== Available data
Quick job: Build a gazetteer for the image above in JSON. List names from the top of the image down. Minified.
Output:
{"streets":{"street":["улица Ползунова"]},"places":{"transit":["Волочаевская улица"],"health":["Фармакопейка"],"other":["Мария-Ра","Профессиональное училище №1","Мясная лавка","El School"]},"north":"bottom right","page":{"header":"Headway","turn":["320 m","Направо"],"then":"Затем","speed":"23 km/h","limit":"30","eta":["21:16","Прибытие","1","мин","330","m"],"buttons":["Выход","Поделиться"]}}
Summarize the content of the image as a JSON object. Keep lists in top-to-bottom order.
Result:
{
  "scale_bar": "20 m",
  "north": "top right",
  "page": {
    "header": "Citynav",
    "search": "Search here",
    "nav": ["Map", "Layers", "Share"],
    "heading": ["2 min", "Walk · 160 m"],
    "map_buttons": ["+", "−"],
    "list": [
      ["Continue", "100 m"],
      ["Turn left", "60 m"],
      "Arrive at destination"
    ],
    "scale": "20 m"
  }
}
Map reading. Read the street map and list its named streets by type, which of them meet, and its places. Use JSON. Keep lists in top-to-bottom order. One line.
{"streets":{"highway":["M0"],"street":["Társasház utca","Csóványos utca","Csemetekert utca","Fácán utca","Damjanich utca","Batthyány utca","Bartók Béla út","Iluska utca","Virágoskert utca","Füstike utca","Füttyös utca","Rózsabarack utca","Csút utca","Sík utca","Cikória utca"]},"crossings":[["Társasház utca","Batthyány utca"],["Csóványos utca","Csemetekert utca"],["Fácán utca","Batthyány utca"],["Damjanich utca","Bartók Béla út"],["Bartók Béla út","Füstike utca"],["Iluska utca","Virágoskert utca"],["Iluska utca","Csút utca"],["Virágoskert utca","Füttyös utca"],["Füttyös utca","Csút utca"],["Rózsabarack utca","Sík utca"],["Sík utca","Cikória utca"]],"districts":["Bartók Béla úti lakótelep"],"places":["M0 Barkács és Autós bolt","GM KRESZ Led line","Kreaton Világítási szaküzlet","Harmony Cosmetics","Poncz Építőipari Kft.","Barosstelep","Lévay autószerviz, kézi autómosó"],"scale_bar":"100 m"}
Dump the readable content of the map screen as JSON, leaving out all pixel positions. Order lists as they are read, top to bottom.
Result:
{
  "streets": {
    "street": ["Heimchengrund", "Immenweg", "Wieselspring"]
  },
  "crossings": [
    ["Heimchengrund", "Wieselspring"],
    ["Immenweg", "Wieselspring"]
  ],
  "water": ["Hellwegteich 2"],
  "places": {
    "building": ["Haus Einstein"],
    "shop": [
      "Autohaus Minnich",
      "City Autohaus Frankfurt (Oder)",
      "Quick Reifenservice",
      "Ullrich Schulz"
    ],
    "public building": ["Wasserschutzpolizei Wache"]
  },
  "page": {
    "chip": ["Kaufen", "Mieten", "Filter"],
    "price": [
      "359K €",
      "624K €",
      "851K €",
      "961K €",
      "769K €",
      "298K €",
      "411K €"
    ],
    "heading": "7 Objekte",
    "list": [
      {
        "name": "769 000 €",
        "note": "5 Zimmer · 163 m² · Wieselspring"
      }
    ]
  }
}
====
* **What the task asks**: Each line in the data above either holds "content" or does not. State how many do, as a bare number.

* **Reply**: 2